Tuesday, September 24, 2013

The role of intermediaries & multi-source financing

Intermediaries
When I search for the main funding source of social enterprises and projects, I was disappointed that most funds come from individual support or governmental support. Impact investing has difficulty in raising funds in a large scale. I asked myself, what's the major difference between the process of financing of a social enterprise and a private company? Why is the investment model in the private sector so successful?

I came up with this I believe to be one of the answers: the world of business has formed its norm, with customers and manufacturers on both ends, and agencies like investment companies as a key intermediate link, managing large amount of cash flow.The customers buy products, the manufacturers focus on producing better products...The investors developed to be experts in sensing the change of market trends, identifying prospective projects and making swift moves. Investors as a large group play an important role in fostering business to thrive and therefore attracting even more producers and money into the business.

Of course, individual and government money can make a difference. But fragmental funds would never be as powerful as large-scale money from investors or investment companies as a group. These money interweave into a cash-flow network and sustain the development of the whole industry.

The social enterprise practice is more and more similar to how we used to operate private companies. Now for social enterprises, we have impact investing, social impact bonds, social finance initiatives, etc. But the impact of intermediaries are neglected to a large extent.
The Social Innovation Fund awards federal grants to grantmaking institutions ("intermediaries"), which provide the grantmaking mechanisms to deliver Social Innovation Fund dollars locally. These organizations have a track record of identifying, supporting and investing in the growth of promising community organizations.[1]
There are  organization serving as intermediaries in the social enterprise industry, but their influence is rather small and in limited areas:
To date, twenty intermediary organizations have been awarded funding –11 in 2010, five more in 2011, and four in 2012– to implement programs in three priority areas: economic opportunity, healthy futures, and youth development.
Multi-source Financing
I recommend this article from Stanford Social Innovation Review which provides extra information than the reading we already read "The Funding Gap":
Gaps in the Impact Investing Capital Curve
It pinpoints the cruel truth: Indeed, capital appears to be thinnest precisely where it is needed the most: to prime the pump of innovation and deal flow. But more importantly, it indicates that social enterprises probably need to find supporting funds from different sources in different phases of the innovation cycle.

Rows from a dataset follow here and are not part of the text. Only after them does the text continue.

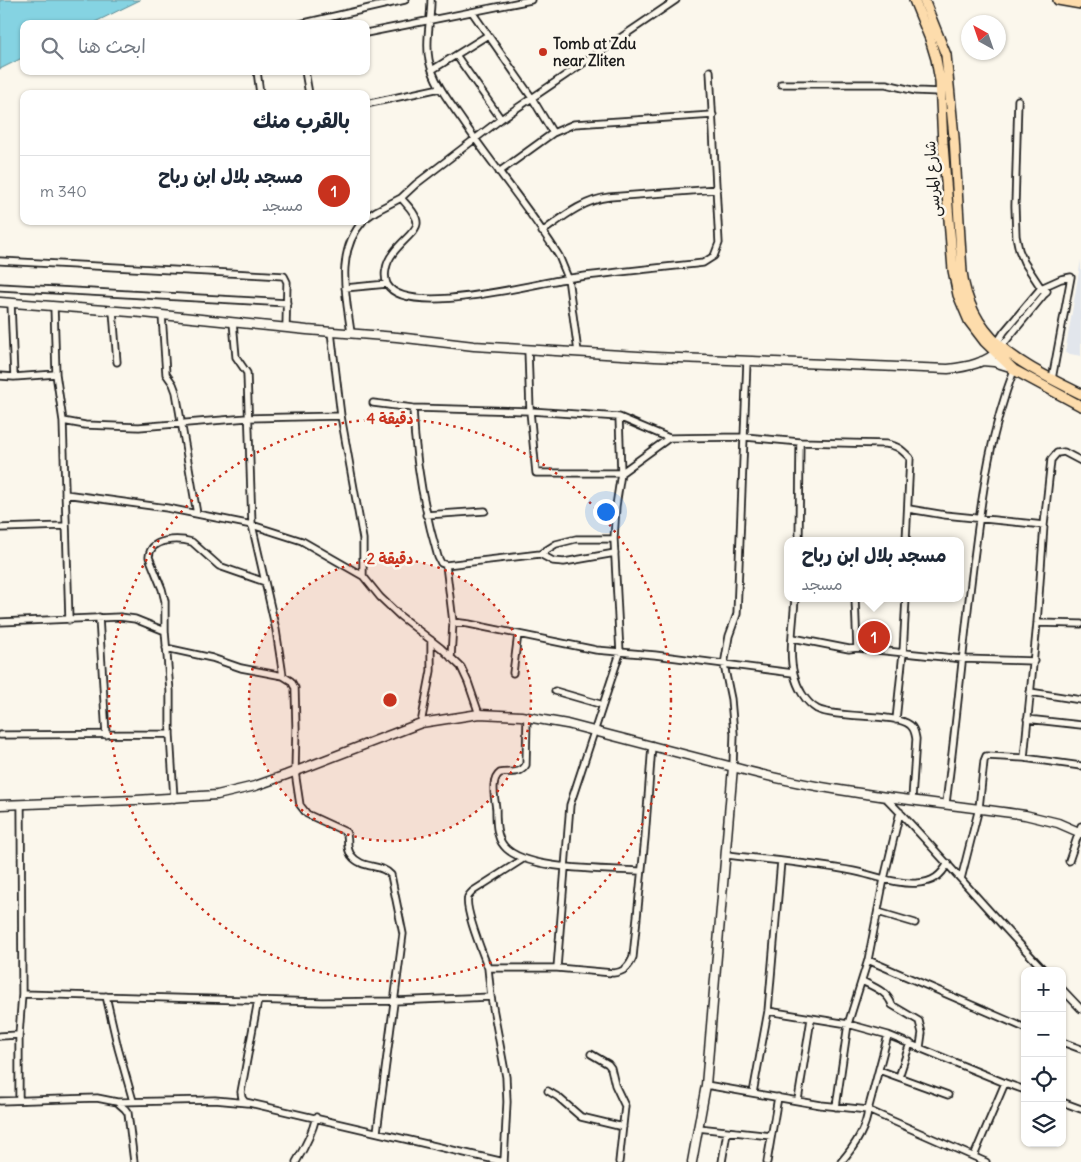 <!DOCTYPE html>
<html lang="ar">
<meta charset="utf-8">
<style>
body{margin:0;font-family:Delius,"Playpen Sans Arabic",sans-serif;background:#f2f2f3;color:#1f2937;direction:rtl}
.controls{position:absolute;right:15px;bottom:15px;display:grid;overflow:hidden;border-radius:10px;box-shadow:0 1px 4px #0004}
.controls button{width:45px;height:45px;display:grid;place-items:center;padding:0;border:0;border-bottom:1px solid #e0e1e3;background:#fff;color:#1f2937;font:25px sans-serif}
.compass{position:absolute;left:961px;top:15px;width:45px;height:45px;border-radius:50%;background:#fff;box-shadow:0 1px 4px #0004;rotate:320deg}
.you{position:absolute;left:605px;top:511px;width:18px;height:18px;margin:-12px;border:4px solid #fff;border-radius:50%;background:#1a73e8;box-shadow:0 0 0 8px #1a73e833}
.badge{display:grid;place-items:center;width:32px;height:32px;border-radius:50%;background:#c8321e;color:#fff;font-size:16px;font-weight:700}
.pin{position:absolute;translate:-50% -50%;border:2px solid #fff;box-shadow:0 1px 5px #0006}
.popup{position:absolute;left:784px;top:537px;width:180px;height:65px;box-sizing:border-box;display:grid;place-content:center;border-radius:10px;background:#fff;filter:drop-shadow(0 1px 4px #0005);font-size:16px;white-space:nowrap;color:#747a83}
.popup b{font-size:19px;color:#1f2937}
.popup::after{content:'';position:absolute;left:50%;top:100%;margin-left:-10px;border:10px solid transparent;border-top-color:#fff}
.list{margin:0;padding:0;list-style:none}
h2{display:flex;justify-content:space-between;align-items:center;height:65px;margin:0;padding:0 20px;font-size:21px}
h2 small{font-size:16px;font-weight:400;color:#747a83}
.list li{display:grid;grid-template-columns:32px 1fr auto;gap:15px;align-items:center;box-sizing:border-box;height:70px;padding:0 20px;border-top:1px solid #e0e1e3}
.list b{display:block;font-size:19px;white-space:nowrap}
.list p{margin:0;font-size:16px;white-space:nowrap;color:#747a83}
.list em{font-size:16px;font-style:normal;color:#747a83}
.icon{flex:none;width:28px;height:28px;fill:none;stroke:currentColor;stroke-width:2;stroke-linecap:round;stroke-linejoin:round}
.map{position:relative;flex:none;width:1081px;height:1162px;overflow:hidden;direction:ltr}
.search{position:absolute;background:#fff;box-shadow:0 1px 4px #0004;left:20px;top:20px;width:350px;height:55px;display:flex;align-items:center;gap:12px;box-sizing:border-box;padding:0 18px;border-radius:10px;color:#747a83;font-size:19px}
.panel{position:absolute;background:#fff;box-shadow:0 1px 4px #0004;left:20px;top:90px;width:350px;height:135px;border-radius:10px;direction:rtl}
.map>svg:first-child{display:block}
.built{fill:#e2e6ec}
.water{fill:#85d3e2;stroke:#5b8a93}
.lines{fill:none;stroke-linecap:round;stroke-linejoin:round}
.street-casing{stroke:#1c1c1c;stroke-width:9}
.secondary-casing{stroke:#1c1c1c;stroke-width:11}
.primary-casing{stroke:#1c1c1c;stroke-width:12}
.street{stroke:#fbf7ec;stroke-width:5.5}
.secondary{stroke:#fbf7ec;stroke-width:8}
.primary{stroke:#fddcac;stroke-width:9}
.ring{fill:none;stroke:#c8321e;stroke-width:2.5;stroke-dasharray:2.5 5}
.poi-dot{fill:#c8321e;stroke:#fbf7ec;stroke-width:2}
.labels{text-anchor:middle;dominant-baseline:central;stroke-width:5;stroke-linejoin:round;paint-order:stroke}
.poi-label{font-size:15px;font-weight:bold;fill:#1c1c1c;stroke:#fbf7ec;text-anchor:start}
.street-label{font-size:15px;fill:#1c1c1c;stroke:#fbf7ec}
.centre{fill:#c8321e;stroke:#fbf7ec;stroke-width:2.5}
.ring-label{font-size:15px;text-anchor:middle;font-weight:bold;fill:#c8321e;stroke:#fbf7ec;stroke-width:5;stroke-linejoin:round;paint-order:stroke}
</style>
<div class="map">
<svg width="1081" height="1162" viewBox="0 0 1081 1162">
<rect width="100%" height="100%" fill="#fbf7ec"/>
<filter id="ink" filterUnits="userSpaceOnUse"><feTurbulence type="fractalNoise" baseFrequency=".02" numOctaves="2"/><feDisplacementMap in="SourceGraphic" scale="10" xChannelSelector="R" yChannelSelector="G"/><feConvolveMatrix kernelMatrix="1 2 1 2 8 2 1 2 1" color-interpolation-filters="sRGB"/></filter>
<g filter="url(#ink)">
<path class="built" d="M1081,260v96l-16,-3z"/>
<path class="water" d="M0,0h140l-49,24h-67v33l-24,12z"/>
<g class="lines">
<defs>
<path id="street" d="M431,0c0,21 -6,40 -2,60 5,23 20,41 33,60 31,46 68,89 97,136l9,22 10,74
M472,12l60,86 21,35
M300,24l105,-24
M366,33l165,-33
M456,55l45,64
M432,70l56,-35
M257,71l3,23
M305,71l4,23
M781,84h105l30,7 24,1
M1018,100l-3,106 1,30 3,14 5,12 21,32
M366,104l74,-16
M499,172l54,-39 21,-9 139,-9
M401,198c5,6 16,16 16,25 0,11 -28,25 -31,46 -1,4 -1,10 1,15 19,35 151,-2 184,-6 44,-6 88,-10 132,-15l11,-7 5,-13 -9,-172
M366,218l10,-7 25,-13 15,-14 85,-65 175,-119
M542,232c21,-15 41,-32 67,-35l108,-8
M0,261l284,15 3,6 -1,45
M0,287l287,16
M345,288l42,-4
M11,303l3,74
M54,306l2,68 7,47 6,199
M113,311l4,51
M162,315l4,59 7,10 3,8 21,122
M233,322l3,35 11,16 5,152 24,105 7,46
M331,332l10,84 22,123v37l17,21 20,19 41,32 20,19 7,15 11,32
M351,333c-5,-38 -16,-80 12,-112
M997,343l7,-11 37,-44 20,-9 10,-2 -19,102
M1001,347l46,-56
M528,349l2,62 6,62h85l48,-35
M0,376l14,1 42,-3
M373,403l40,5 117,3 89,6
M413,408c2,53 10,98 25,149l3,6 5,2 94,-11 16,-10 20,-5h38
M63,421l22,4 54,2 108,-9 94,-2
M800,442l86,2c12,2 15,5 24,14l-4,83
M65,494l102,14 85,17 50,16 61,35
M909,509l36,6 99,10
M426,515l59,-4
M0,528l65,-2
M540,554l13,7 11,1 51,-9
M446,565l7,57
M795,598c-1,21 -7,57 -1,76 3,13 11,28 23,35 20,10 79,4 93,16 5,4 5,9 6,14l-4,60
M855,598l2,50
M99,617l7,118
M0,622l120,-5 15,2 30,12
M1037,623l44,1
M793,638l56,11 8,-1 106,11 71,2
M166,648l46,10 29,10 42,8 8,5 4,7 1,40 -1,44 5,33 7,9 39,18c4,8 -1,14 5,23 11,15 30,8 40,20l12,59 -26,198
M451,658l2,-36 16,2 127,26 59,5 138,18
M513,673l5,-39
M555,691l48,14
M1030,692l51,8
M527,717l-1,48c-6,10 -16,6 -26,8 -10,7 -5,26 -4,36 0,11 0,28 8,37 20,25 105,23 137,25
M1027,719l54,6
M896,720l7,-67 3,-55
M421,723l10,-52v-31
M0,735l170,-1
M1024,758l13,-135 7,-98 7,-65 6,-7 7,-1 17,9
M733,767l1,-33 -3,-35 -7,-34 5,-29 8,-22 10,-253
M885,797c55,56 105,117 160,174
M174,799l-4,-65v-43l-5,-60v-30l-3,-12 -13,-32c1,-19 29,-19 43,-15l27,24 46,16
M946,803c11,-84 18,-168 29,-252 8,-63 16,-121 39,-181
M727,855c42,5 85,8 126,16 20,4 45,14 65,12 15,-1 23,-7 30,-20
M1069,861l12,-35
M961,879l18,-71 5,-47 2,-5 38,2 57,8
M878,912l37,11
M868,960l157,68
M488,968c-5,-14 -24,-59 -20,-71 1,-2 3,-4 5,-6l50,-32
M557,968l13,-163 50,-152 -6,-114 2,-33 5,-33 -2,-56 50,21 76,-1 55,5 -1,99
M862,981c12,6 26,11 30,24l27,16 3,12 -2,14
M1062,989l19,20
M22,994l301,8 71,-1 97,-4
M106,996l12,52 15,53
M258,1000l-17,92 1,6 3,4 259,60
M768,1011l80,13 40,11 117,48 20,7
M0,1036l19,-1 3,-41 -1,-190
M1062,1042l19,7
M591,1054l17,10 3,4 4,17 10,21 -6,56
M879,1070l69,25
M899,1077l11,-34
M706,1085l115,20 47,5 118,52
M548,1091l10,6 23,20 42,10
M753,1093l15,-82 13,-150
M19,1100v-65
M798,1100l13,-81
M0,1101l97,-3 20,4 8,7 3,4 6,49
M117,1102l98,-2 32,3
M1062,1102l19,7
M836,1107l12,-83 20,-64 16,-81 16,-67
M698,1128l73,8
M974,1156l31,-73
M296,1162c9,-15 16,-28 20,-45
M504,1162l3,-60 -1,-25 -15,-80 -3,-29h69l56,5c11,-1 16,-6 20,-16l12,-119 7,-93
M722,1162l5,-30
M767,1162l11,-65
M841,1162c13,-15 25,-32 27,-52l20,-75"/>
<path id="secondary" d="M0,302l143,11 164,17 90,7 77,9 181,11 293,12c19,-2 39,-6 52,-20
M982,361l12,1 16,5
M733,767c95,27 195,34 292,48l33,8 23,10
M0,805l136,-5 81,-5 38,-9 31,-11 135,-52 58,-9 42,2 46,8 166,43 -27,318 -14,77"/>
<path id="primary" d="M914,0l16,39 6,20 4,22 3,63 10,126 5,25 8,19 3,7 16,21 29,28 67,36
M924,0l22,55 8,82 8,135c9,71 62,93 119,122
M1058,0l23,4"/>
</defs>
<use href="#street" class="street-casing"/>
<use href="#secondary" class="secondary-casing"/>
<use href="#primary" class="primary-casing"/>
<use href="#street" class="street"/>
<use href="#secondary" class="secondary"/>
<use href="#primary" class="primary"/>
</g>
</g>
<circle cx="390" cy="700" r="141" fill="#c8321e" fill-opacity=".12"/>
<g class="ring">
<circle cx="390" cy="700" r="141"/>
<circle cx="390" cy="700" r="281"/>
</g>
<circle class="poi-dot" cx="543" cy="52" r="5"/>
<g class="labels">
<g class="poi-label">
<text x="553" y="43">Tomb at Zdu<tspan x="553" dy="17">near Zliten</tspan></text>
</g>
<g class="street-label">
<text transform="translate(932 179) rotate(-94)">شارع المرسى</text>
</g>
</g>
<circle cx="390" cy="700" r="8" class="centre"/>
<g class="ring-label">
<text x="390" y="424">4 دقيقة</text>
<text x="390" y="564">2 دقيقة</text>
</g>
</svg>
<div class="controls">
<button>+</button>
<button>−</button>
<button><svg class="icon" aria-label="locate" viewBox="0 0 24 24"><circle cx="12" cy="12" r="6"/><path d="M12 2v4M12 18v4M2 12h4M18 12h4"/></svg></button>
<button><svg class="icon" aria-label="layers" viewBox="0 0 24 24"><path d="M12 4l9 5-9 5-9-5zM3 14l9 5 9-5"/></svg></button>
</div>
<svg class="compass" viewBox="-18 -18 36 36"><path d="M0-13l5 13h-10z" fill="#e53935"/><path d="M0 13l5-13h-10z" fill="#747a83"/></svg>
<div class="you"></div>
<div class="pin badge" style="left:874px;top:637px">1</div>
<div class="popup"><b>مسجد بلال ابن رباح</b>مسجد</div>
<div class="search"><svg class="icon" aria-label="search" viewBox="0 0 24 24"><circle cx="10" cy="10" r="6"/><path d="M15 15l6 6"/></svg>ابحث هنا</div>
<section class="panel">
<h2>بالقرب منك<small></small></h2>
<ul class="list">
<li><span class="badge">1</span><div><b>مسجد بلال ابن رباح</b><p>مسجد</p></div><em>340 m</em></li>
</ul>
</section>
</div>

There're various sources of funds: Commercial Investors, Established Foundations, Development Institutions and Banks, High Net Worth Individuals, etc. Most of them don't have incentive to provide early-stage funds for innovations. For example, commercial capital will not normally test water for something risky, so it'll only come in during the later stages of scaling up impact investing industry sectors (and it recently did this for microfinance); it is unlikely, however, to fill the gap in funding needed in for innovators and infrastructure. Foundations are said to have limited capability of providing funds, development institutions lack incentive to provide start-up money as well.

Question here:
We need to think about how we can develop and grow the intermediaries in SI&E, and let them play a critical role to propel social innovations initiatives. If commercial investors or bureaucratic agencies are less possible to get involved, can more and more social enterprises act as intermediary investors to help identify prosperous projects and allocate money to proper projects, given that they are more familiar with the SI&E arena?